Elle a été décidée et entreprise par une minorité au profit d’une minorité, au nom de grands principes, et d’ailleurs au détriment des finances françaises, comme l’a démontré Jacques Marseille dans Empire colonial et capitalisme français. Histoire d’un divorce, paru en 1984. C’est la gauche radicale, avec Jules Ferry, qui l’a promue contre la droite, davantage tournée vers la ligne bleue des Vosges et soucieuse de la Corrèze plus que du Zambèze. Quant au peuple, il a été, dans une écrasante majorité, à l’écart de cette politique qui le concernait peu.

Est-ce que ce sont les Français qui ont demandé et favorisé une immigration massive ? Pas davantage. C’est la même combinaison d’idéologie progressiste, paresseuse, et d’intérêts à court terme qui a engendré cette politique suicidaire qui, en même temps, a affaibli la famille, torpillé la politique nataliste, ruiné la démographie nationale et favorisé l’importation d’une main-d’œuvre peu exigeante, mais peu formée, source d’une compensation au déficit des naissances. L’immigration économique a ralenti les investissements technologiques et la modernisation industrielle. Le regroupement familial a déséquilibré nos dépenses sociales et créé cette prétendue ghettoïsation.

Non content d’éluder la responsabilité de l’oligarchie politicienne qui, depuis si longtemps, gouverne si mal la France, le pouvoir, au nom de l’idéologie antiraciste, veut ignorer la responsabilité des immigrés eux-mêmes dans le processus, comme Mme Taubira inscrivait dans la loi d’ignorer l’esclavage africain et musulman. Il n’y a rien d’étonnant à ce que des migrants se rapprochent de parents déjà installés pour faciliter leur insertion.

Plus le pays d’origine est communautaire, voire tribal, et souvent porteur d’un racisme ancré profondément dans les croyances et les mœurs, plus le groupement communautaire se fera. Les Français n’y sont pour rien, sauf quand ils désertent un quartier où la manière de vivre n’est plus acceptable pour eux, parce que la leur n’est plus tolérée. Les mariages entre autochtones et immigrés ont toujours été un puissant moteur d’assimilation, mais lorsqu’une religion interdit toute union avec un infidèle, il ne faut pas s’illusionner sur le sens et la portée de celle entre un Français d’acquisition récente, parfois binational, et une nouvelle venue, souvent appelée dans ce but. L’acquisition juridique de la nationalité qui en découle permet à des « citoyens », comme dit M. Macron, de se foutre « royalement » de la République, et plus encore de la France.

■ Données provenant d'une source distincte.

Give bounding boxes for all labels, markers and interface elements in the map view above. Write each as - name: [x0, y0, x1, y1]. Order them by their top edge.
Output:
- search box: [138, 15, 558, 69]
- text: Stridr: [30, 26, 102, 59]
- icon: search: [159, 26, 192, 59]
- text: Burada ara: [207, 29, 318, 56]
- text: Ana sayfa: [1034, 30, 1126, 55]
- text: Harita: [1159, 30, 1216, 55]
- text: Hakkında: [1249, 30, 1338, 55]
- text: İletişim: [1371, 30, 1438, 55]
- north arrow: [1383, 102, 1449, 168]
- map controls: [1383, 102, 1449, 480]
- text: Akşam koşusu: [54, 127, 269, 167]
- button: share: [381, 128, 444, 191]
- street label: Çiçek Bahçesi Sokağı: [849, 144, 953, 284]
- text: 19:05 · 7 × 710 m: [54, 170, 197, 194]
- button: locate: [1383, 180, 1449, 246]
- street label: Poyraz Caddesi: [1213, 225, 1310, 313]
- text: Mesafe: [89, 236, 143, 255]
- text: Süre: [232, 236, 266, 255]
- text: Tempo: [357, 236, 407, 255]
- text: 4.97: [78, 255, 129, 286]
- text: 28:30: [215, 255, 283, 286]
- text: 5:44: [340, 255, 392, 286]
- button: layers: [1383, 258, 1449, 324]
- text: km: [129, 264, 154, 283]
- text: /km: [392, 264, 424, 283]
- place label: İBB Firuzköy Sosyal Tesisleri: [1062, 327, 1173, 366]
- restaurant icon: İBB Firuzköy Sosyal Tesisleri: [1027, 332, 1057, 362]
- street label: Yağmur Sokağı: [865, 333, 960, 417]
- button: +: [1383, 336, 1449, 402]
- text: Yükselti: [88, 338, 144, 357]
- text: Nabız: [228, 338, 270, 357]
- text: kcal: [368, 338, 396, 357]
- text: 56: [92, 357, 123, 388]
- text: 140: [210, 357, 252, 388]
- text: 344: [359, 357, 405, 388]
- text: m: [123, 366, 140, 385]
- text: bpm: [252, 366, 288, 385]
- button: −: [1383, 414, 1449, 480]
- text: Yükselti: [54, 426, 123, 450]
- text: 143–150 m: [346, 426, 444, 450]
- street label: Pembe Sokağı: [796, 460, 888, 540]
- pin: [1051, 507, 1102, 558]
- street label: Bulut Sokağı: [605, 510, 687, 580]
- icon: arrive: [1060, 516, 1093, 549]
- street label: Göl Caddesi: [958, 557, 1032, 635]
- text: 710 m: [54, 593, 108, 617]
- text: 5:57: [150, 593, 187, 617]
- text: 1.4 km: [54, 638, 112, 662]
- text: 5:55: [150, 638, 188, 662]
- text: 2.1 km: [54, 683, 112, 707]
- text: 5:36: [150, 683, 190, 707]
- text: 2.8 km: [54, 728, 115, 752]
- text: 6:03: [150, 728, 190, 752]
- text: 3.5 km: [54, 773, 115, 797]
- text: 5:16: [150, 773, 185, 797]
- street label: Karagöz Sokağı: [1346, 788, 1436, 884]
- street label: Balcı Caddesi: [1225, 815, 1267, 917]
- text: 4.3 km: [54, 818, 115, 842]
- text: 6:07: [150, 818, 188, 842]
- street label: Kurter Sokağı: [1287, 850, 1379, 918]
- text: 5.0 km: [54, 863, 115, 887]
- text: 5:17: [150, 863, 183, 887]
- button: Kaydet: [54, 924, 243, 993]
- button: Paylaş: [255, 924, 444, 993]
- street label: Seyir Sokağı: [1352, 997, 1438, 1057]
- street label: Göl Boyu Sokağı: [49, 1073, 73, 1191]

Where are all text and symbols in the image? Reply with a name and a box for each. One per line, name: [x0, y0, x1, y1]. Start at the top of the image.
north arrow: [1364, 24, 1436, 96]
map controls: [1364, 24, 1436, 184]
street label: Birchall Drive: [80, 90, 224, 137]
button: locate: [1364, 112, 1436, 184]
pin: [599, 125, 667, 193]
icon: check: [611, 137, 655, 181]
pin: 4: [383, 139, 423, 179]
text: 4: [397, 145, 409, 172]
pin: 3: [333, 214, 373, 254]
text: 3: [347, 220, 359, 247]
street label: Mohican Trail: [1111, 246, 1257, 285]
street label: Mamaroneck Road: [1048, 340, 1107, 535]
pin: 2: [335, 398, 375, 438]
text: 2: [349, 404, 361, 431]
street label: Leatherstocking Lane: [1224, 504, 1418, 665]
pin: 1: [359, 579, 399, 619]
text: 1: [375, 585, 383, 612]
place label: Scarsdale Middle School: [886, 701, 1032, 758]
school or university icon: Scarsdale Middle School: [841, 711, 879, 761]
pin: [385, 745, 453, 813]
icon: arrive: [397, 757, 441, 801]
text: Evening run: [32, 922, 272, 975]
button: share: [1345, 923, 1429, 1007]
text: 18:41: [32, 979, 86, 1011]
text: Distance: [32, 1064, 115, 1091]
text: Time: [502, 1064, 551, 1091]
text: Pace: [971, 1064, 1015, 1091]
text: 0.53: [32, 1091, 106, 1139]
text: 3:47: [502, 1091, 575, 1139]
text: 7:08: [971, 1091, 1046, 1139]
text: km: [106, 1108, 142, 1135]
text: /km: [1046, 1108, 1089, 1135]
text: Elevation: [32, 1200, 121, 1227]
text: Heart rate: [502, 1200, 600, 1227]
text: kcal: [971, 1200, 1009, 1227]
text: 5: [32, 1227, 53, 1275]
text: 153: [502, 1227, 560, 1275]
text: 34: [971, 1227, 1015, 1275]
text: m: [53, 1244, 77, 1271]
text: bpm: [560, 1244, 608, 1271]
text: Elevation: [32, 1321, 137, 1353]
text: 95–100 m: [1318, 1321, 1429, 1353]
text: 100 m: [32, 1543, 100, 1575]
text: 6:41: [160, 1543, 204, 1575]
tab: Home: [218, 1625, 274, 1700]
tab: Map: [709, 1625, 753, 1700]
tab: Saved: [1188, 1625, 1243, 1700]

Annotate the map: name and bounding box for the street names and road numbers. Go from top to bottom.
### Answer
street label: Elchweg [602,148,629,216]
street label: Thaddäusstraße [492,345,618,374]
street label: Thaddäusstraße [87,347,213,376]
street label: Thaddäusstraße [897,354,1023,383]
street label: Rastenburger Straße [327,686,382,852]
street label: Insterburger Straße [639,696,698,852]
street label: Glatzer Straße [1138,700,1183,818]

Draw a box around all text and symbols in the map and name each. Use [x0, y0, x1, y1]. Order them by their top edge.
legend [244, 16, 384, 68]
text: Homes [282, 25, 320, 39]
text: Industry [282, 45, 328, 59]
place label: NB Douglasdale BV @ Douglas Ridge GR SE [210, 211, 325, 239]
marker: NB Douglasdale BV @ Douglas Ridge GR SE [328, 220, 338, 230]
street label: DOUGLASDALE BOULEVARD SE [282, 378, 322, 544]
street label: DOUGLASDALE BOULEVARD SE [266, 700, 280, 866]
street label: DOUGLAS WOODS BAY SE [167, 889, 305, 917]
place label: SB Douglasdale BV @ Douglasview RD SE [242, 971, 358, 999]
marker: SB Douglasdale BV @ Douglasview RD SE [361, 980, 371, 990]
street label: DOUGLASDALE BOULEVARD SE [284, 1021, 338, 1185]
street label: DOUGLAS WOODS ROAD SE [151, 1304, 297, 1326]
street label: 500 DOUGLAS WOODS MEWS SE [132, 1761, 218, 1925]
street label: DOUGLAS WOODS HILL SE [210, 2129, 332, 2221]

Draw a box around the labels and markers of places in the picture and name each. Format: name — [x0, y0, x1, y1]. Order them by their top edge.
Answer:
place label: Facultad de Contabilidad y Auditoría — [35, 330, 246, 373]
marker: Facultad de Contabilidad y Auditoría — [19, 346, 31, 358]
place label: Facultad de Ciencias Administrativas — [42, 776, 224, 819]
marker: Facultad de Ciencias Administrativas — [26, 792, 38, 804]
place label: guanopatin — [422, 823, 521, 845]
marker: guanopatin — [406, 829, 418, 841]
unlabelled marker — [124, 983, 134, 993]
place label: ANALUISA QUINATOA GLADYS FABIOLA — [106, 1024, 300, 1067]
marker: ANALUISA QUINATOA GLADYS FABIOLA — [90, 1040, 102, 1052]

Si l’on élargit le regard, on se rend compte que cette culpabilisation d’un peuple, victime, par une oligarchie, coupable, brandissant le mot populisme comme une insulte et une condamnation, n’est pas un accident mais un processus : c’est exactement le même qui est utilisé actuellement dans la crise sanitaire. Parce qu’un gouvernement n’a pas su prévoir, ni anticiper, et que certains de ses membres risquent de devoir rendre des comptes, il faut à tout prix entretenir la peur en gonflant une épidémie dont le rebond serait dû à la légèreté et à l’indiscipline gauloises. La police va donc sévir contre les récalcitrants au port du masque, tandis que les trafics qui les font vivre prospéreront impunément dans certains quartiers.